Suite à ma lecture de ce roman, voilà quelques extraits de
"L'école des saveurs" de Erica Bauermeister.
"Lillian avait quatre ans lorsque son père les avait quittées et que sa mère, sous le choc, s'était réfugiée dans les livres. Elle l'avait regardée s'immerger et disparaître, percevant instinctivement, malgré son jeune âge, que cette décision avait été prise par instinct de survie, et elle s'était adaptée à l'univers qui allait désormais être le sien. Dans cette nouvelle vie, la figure de sa mère se transforma en une série de couvertures de livres à la place habituelle des yeux, du nez et de la bouche. Lillian ne tarda pas à comprendre que les couvertures pouvaient annoncer une humeur au même titre que les expressions du visage : sa mère s'enfonçait à tel point dans les profondeurs de ses lectures que la personnalité du personnage principal la nimbait comme un parfum appliqué dans discernement. Lillian ne savait jamais qui elle allait trouver à la table du petit déjeuner, bien que le peignoir, les cheveux et les pieds soient toujours les mêmes. C'était comme si elle avait une magicienne pour mère, à une différence près : Lillian soupçonnait les magiciens qu'elle voyait aux goûters d'anniversaire de rentrer chez eux et d'y redevenir des hommes corpulents, pères de trois enfants, avec une pelouse à tondre. Tandis que sa mère, elle, se contentait de finir un livre avant de passer directement au suivant." (Pages 13-14)

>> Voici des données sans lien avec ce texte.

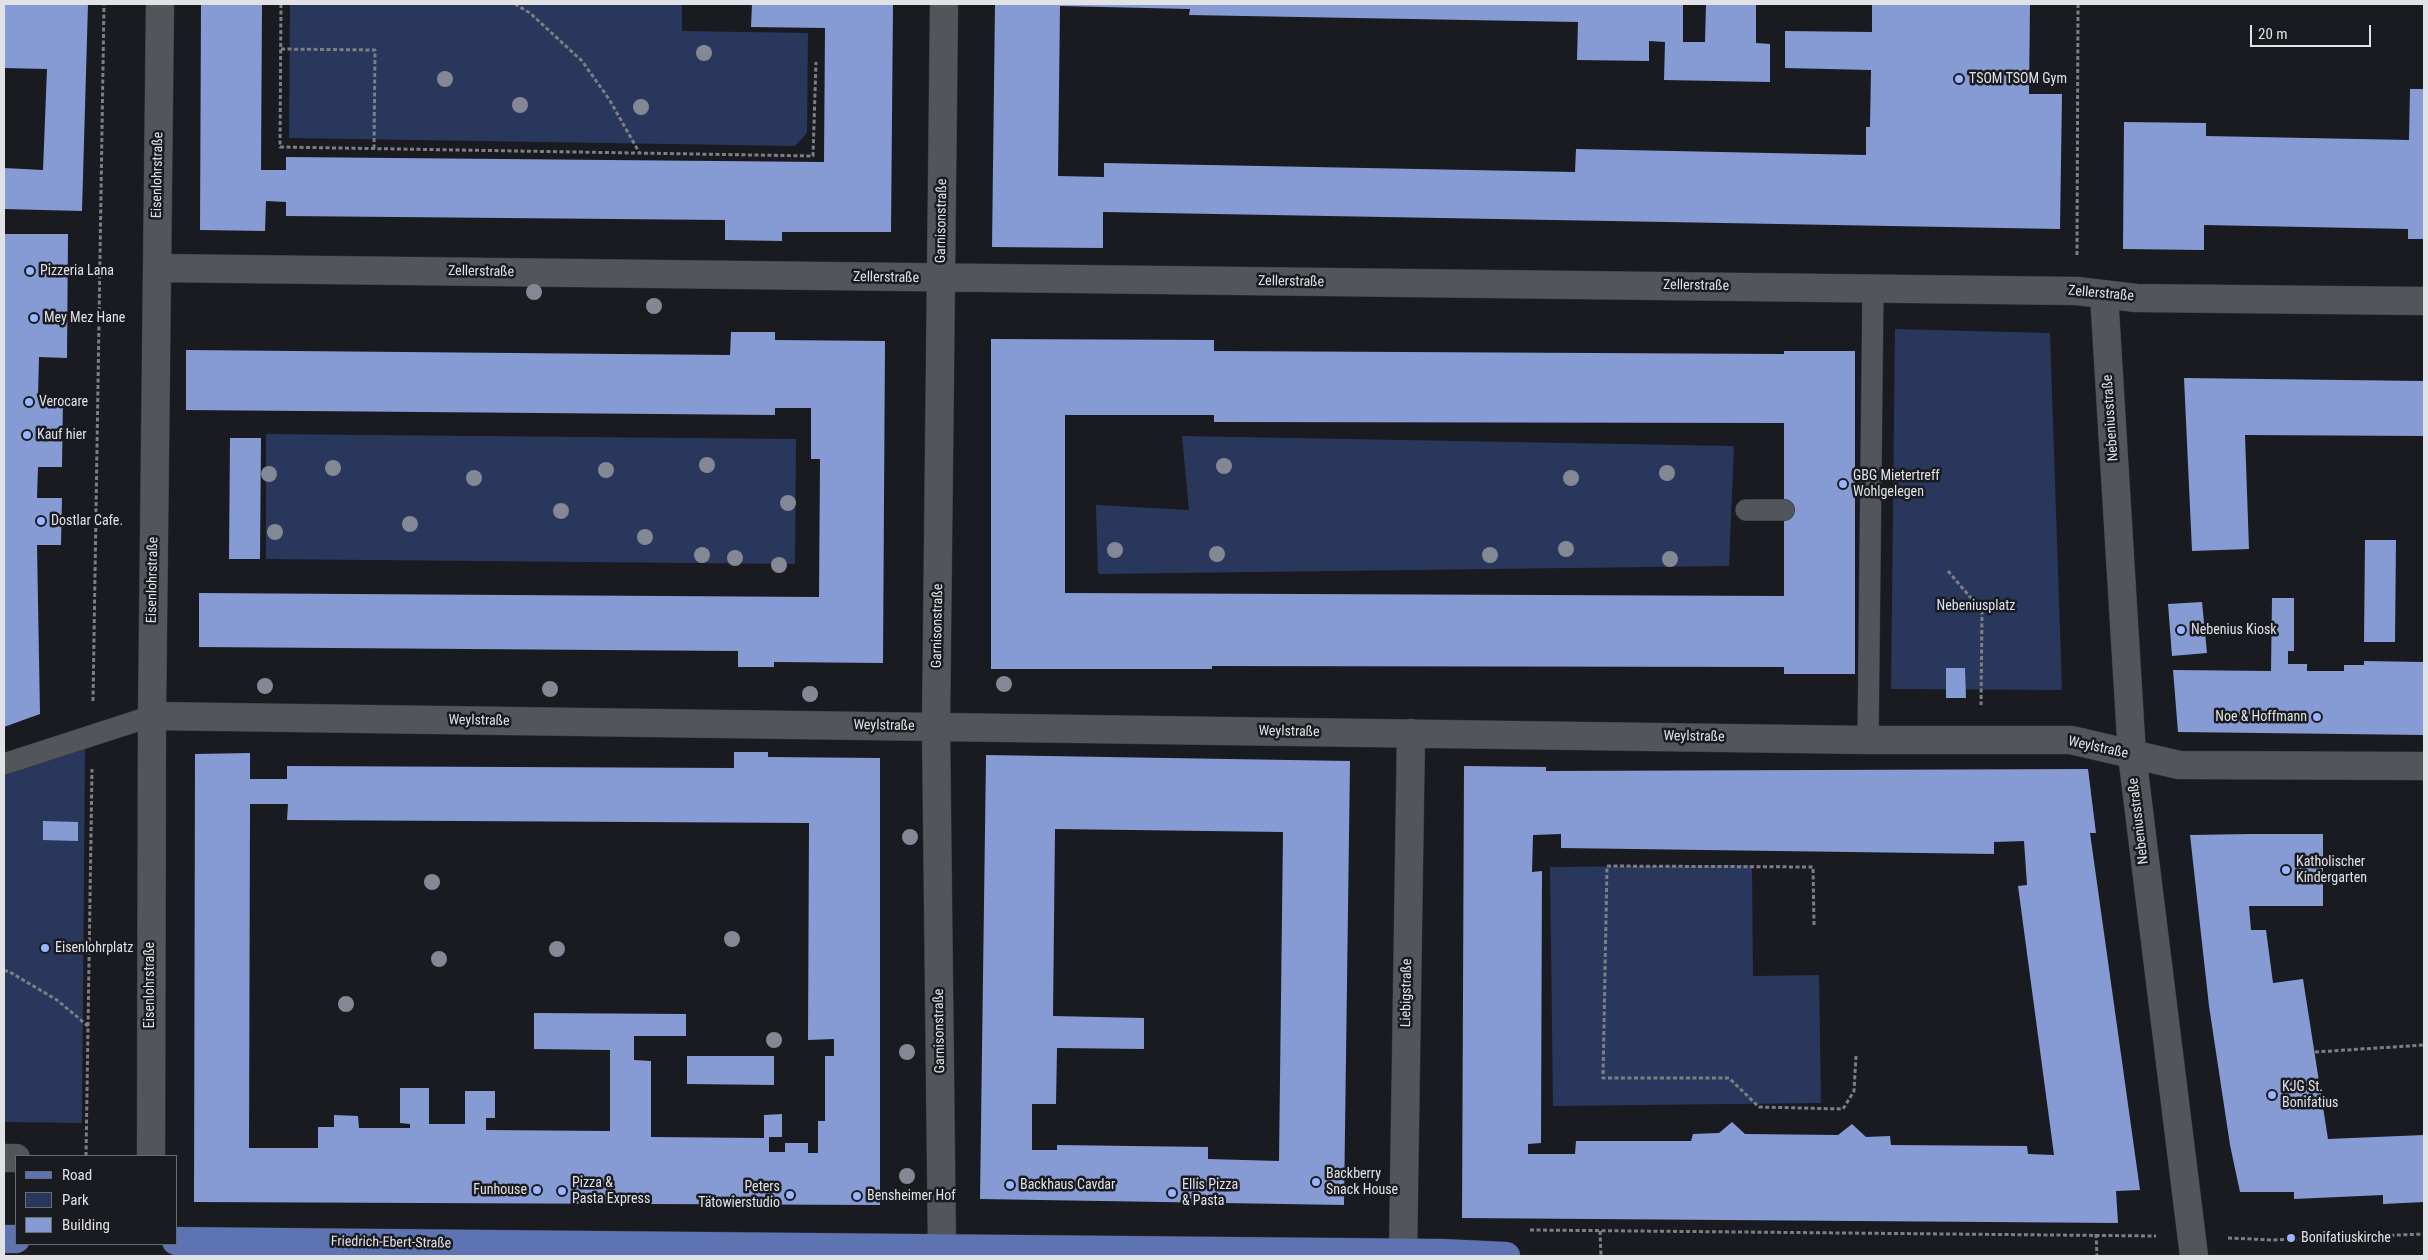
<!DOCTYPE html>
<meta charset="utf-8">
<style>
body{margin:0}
#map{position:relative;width:2428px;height:1260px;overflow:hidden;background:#191b20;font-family:"Roboto Condensed",sans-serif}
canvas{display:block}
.frame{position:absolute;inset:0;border:5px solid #e1e2e6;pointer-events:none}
.legend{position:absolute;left:15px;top:1155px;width:162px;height:90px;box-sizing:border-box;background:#191b20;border:1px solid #696b6f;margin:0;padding:6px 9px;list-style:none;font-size:15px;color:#e1e2e6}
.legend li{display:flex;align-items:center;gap:10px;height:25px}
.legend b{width:25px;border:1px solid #696b6f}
.scale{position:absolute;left:2250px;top:25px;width:121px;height:22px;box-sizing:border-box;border:2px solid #e1e2e6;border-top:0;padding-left:6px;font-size:15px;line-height:18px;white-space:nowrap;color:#e1e2e6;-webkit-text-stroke:4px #191b20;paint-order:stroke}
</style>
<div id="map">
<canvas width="2428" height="1260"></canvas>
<div class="frame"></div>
<ul class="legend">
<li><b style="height:6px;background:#5e73b2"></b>Road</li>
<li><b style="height:14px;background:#2a375d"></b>Park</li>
<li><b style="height:14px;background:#869bd4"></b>Building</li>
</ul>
<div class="scale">20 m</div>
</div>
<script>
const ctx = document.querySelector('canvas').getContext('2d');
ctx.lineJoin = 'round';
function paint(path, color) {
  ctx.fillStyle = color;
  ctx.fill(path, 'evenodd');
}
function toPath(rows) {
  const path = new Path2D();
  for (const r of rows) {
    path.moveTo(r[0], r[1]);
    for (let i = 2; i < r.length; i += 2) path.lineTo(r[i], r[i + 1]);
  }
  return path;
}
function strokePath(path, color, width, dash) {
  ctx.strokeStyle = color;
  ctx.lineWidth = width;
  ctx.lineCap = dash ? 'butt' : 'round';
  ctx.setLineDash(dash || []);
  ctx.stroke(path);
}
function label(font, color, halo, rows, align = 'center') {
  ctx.font = font + ' "Roboto Condensed",sans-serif';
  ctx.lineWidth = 5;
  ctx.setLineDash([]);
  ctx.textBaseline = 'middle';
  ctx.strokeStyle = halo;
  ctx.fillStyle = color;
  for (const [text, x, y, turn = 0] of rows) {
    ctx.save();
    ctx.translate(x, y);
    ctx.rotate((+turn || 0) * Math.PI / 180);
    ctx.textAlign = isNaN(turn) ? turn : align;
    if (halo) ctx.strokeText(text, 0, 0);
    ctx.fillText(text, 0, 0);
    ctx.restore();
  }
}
paint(toPath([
 [290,4,682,4,682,31,808,33,807,133,795,146,289,138],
 [1895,329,2050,333,2062,690,1891,689],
 [266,434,796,439,795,564,266,559],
 [1182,436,1734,446,1729,566,1098,574,1096,505,1189,510],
 [85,748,82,1123,4,1122,4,774],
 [1752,865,1753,976,1819,975,1821,1103,1553,1106,1550,867]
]), '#2a375d');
paint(toPath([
 [4,4,88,4,82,211,4,209,4,168,43,170,47,69,4,68],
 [201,4,262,4,261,170,286,170,286,157,824,162,825,28,751,27,752,4,893,4,891,232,782,232,782,241,725,240,725,220,286,216,286,202,266,201,265,231,200,230],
 [995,4,1683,5,1683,42,1705,42,1706,4,1756,4,1756,43,1770,44,1770,82,1664,80,1665,42,1649,41,1649,61,1577,60,1578,22,1189,15,1190,9,1060,6,1058,176,1104,177,1104,163,1575,172,1576,149,1866,155,1866,127,1870,127,1871,70,1785,68,1785,31,1872,32,1872,4,2030,4,2029,94,2062,94,2060,229,1103,212,1103,248,992,247],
 [2410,89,2424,89,2424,239,2408,239,2408,229,2204,225,2204,250,2123,249,2124,122,2206,123,2206,136,2409,140],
 [4,234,68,234,67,358,39,357,38,396,63,397,62,467,38,467,37,498,62,498,61,545,37,545,40,714,4,727],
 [731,332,775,332,775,340,885,341,883,663,774,662,774,667,738,667,738,651,199,647,199,593,819,597,820,459,811,459,811,408,775,408,775,415,186,410,186,350,730,355],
 [991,339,1214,340,1214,351,1784,354,1784,351,1855,351,1855,674,1784,674,1784,667,1212,666,1212,669,991,669],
 [1065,415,1214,415,1214,422,1784,423,1784,596,1065,593],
 [2184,378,2424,381,2424,436,2245,435,2249,549,2192,551],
 [230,438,261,438,260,559,229,559],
 [2365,540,2396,540,2395,642,2364,642],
 [2272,598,2294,598,2294,651,2288,651,2288,664,2307,664,2307,671,2344,671,2344,665,2364,665,2364,661,2424,662,2424,735,2178,732,2173,670,2271,671],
 [2202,602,2207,653,2172,656,2168,604],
 [1946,668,1965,668,1966,698,1946,698],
 [734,752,768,752,768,757,880,758,880,1205,194,1202,195,754,250,753,250,779,287,779,287,766,734,768],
 [250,804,288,804,287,820,809,823,808,1040,834,1039,834,1056,825,1056,825,1121,818,1121,818,1153,808,1153,808,1143,785,1143,785,1152,769,1152,769,1137,782,1137,782,1114,764,1115,764,1138,651,1137,651,1061,634,1060,634,1036,686,1036,686,1014,534,1013,534,1049,610,1050,610,1131,486,1130,486,1118,495,1118,495,1091,465,1091,465,1124,429,1124,429,1088,400,1088,400,1123,410,1124,410,1128,359,1128,358,1116,334,1115,334,1127,318,1127,318,1148,249,1148],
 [986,755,1350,761,1344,1205,980,1199],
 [1055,829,1283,832,1279,1161,1208,1159,1208,1147,1057,1145,1057,1150,1032,1150,1032,1104,1056,1104,1057,1048,1144,1049,1144,1018,1053,1016],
 [1464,766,1546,767,1546,771,2088,769,2096,833,2090,833,2140,1190,2116,1191,2118,1223,1462,1218],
 [1561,834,1561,848,1994,854,1994,842,2024,841,2027,885,2018,886,2054,1155,2028,1154,2027,1146,1891,1145,1890,1136,1866,1137,1852,1124,1838,1135,1745,1134,1732,1122,1719,1133,1693,1134,1691,1141,1576,1141,1575,1154,1528,1154,1528,1144,1541,1143,1542,871,1532,872,1533,835],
 [43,821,78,822,78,841,43,840],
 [2249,834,2323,834,2323,906,2249,906,2251,930,2266,930,2273,983,2303,979,2328,1139,2424,1135,2424,1202,2383,1204,2383,1195,2294,1199,2294,1192,2240,1192,2230,1145,2209,1006,2190,835],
 [687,1056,774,1056,774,1085,687,1084]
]), '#869bd4');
const lane = toPath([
 [1746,510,1784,510],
 [1868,740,1873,288],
 [4,764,152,716]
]);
const street = toPath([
 [157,268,2077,291,2136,298,2424,301],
 [2104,294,2132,755,2194,1256],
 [152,716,1868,740,2071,740,2179,765,2424,766],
 [151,1156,152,716,160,4],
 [4,1158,16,1158],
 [942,1249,936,727,944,4],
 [1403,1254,1411,733]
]);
const primary = toPath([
 [4,1239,16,1239],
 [176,1241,1443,1253,1506,1256]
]);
strokePath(lane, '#35363a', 22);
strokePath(street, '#35363a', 29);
strokePath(primary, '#35363a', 29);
strokePath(toPath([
 [281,4,280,147,813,156,816,62],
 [515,4,530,13,582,61,609,99,639,152],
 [281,49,375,50,374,149],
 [2077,255,2078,4],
 [1948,571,1982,611,1981,705],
 [93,701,104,4],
 [1814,925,1813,867,1607,866,1603,1078,1729,1078,1759,1107,1843,1109,1854,1091,1856,1056],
 [4,971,8,971,57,1000,88,1026],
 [2315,1052,2424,1045],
 [86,1156,92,769],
 [1530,1230,2156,1236],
 [1600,1231,1601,1256],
 [2096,1234,2097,1256],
 [2228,1238,2273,1240,2424,1234]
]), '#7d7e83', 3, [4, 2.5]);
strokePath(lane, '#52555a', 21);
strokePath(street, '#52555a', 28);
strokePath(primary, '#5e73b2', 28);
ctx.fillStyle = '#848894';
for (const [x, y] of [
 [704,53],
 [445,79],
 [520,105],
 [641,107],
 [534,292],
 [654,306],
 [707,465],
 [1224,466],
 [333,468],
 [606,470],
 [1667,473],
 [269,474],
 [474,478],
 [1571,478],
 [788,503],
 [561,511],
 [410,524],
 [275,532],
 [645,537],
 [1566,549],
 [1115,550],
 [1217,554],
 [702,555],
 [1490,555],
 [735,558],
 [1670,559],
 [779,565],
 [1004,684],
 [265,686],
 [550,689],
 [810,694],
 [910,837],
 [432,882],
 [732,939],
 [557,949],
 [439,959],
 [346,1004],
 [774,1040],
 [907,1052],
 [907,1176]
]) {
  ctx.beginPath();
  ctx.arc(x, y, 8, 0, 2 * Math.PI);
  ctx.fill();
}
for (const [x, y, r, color] of [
 [1959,79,5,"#9ab5fd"],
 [30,271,5,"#9ab5fd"],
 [34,318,5,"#9ab5fd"],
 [29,402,5,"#9ab5fd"],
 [27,435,5,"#9ab5fd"],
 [1843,484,5,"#9ab5fd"],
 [41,521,5,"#9ab5fd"],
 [2181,630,5,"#9ab5fd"],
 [2317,717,5,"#9ab5fd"],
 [2286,870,5,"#9ab5fd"],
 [45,948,5,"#9ab5fd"],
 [2272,1095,5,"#9ab5fd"],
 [1316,1182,5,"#9ab5fd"],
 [1010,1185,5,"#9ab5fd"],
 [537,1190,5,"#9ab5fd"],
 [562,1191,5,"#9ab5fd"],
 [1172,1193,5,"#9ab5fd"],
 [790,1195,5,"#9ab5fd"],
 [857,1196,5,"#9ab5fd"],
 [2291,1238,5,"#9ab5fd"]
]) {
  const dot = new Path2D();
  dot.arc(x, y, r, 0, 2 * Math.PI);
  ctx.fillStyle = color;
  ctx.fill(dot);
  strokePath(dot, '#191b20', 2);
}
label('14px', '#e1e2e6', '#191b20', [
 ["TSOM TSOM Gym",1969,79],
 ["Pizzeria Lana",40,271],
 ["Mey Mez Hane",44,318],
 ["Verocare",39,402],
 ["Kauf hier",37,435],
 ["GBG Mietertreff",1853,476],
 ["Wohlgelegen",1853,492],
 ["Dostlar Cafe.",51,521],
 ["Nebenius Kiosk",2191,630],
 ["Noe & Hoffmann",2307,717,"right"],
 ["Katholischer",2296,862],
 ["Kindergarten",2296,878],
 ["Eisenlohrplatz",55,948],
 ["KJG St.",2282,1087],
 ["Bonifatius",2282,1103],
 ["Backberry",1326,1174],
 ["Snack House",1326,1190],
 ["Pizza &",572,1183],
 ["Pasta Express",572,1199],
 ["Backhaus Cavdar",1020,1185],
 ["Ellis Pizza",1182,1185],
 ["& Pasta",1182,1201],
 ["Peters",780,1187,"right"],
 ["Tätowierstudio",780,1203,"right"],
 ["Funhouse",527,1190,"right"],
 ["Bensheimer Hof",867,1196],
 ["Bonifatiuskirche",2301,1238]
], 'left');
label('14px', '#e1e2e6', '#191b20', [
 ["Eisenlohrstraße",158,175,-89],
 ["Garnisonstraße",942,221,-89],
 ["Zellerstraße",481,272,1],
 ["Zellerstraße",886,278,1],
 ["Zellerstraße",1291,282,1],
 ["Zellerstraße",1696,286,1],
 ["Zellerstraße",2101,294,5],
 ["Nebeniusstraße",2111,418,-94],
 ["Eisenlohrstraße",153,580,-89],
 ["Garnisonstraße",938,626,-89],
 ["Weylstraße",479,721,1],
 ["Weylstraße",884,726,1],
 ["Weylstraße",1289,732,1],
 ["Weylstraße",1694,737,1],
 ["Weylstraße",2098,748,12],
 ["Nebeniusstraße",2139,821,-97],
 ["Eisenlohrstraße",150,985,-90],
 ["Liebigstraße",1407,993,-89],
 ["Garnisonstraße",940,1031,-91],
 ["Friedrich-Ebert-Straße",391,1243,1]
]);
label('14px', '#dce2f3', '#191b20', [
 ["Nebeniusplatz",1976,606]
]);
</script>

"Pour la mère de Lillian, chaque élément du livre était magique, mais ce qui la ravissait le plus, c'étaient les mots eux-mêmes. Elle recherchait les phrases exquises et les rythmes compliqués, les descriptions qui coulaient en ondulant sur la page comme de la pâte à gâteau dans le moule ; elle lisait à voix haute pour poser les mots dans l'air, où elle pouvait les entendre mais aussi les voir." (Page 14)

"Plus elle cuisinait, plus les épices lui apparaissaient chargées des émotions et souvenirs de leurs lieux d'origine et de tous ceux qu'elles avaient traversés durant leurs années de voyage. Elle découvrit aussi que les gens semblaient réagir aux épices comme à d'autres personnes, qu'ils étaient instinctivement détendus au contact de certaines et pris d'une sorte de rigidité cadavérique affective devant d'autres. A douze ans, Lillian avait acquis la conviction qu'un vrai cuisinier, un cuisinier qui sait lire les coeurs et les épices, pouvait prévoir les réactions avant la première bouchée et influencer ainsi le déroulement d'un repas ou d'une soirée." (Pages 19-20)
Julie & Julia ♥
"Ajoute le zeste d'orange et la cannelle au lait. Râpe le chocolat.
Celui-ci, sous son emballage jaune à rayures rouges, était brillant et foncé. Quand Lillian le passa contre sa râpe fine, il tomba en légers nuages sur le plan de travail avec des crissements âpres, exhalant une odeur d'arrière-boutique pleine de chocolat noir et de vieilles lettres d'amour, de fond de tiroir, de feuilles mortes, d'amandes, de sucre et de cannelle." (Page 33)
Julie & Julia ♥
"Isabelle s'était toujours représenté son esprit comme un jardin, un lieu magique où jouer quand elle était enfant, lorsque les adultes conversaient entre eux et qu'elle était censée écouter poliment [...] D'année en année, le jardin s'étendait, les sentiers devenaient plus longs et plus compliqués. Des prairies de souvenirs." (Page 179)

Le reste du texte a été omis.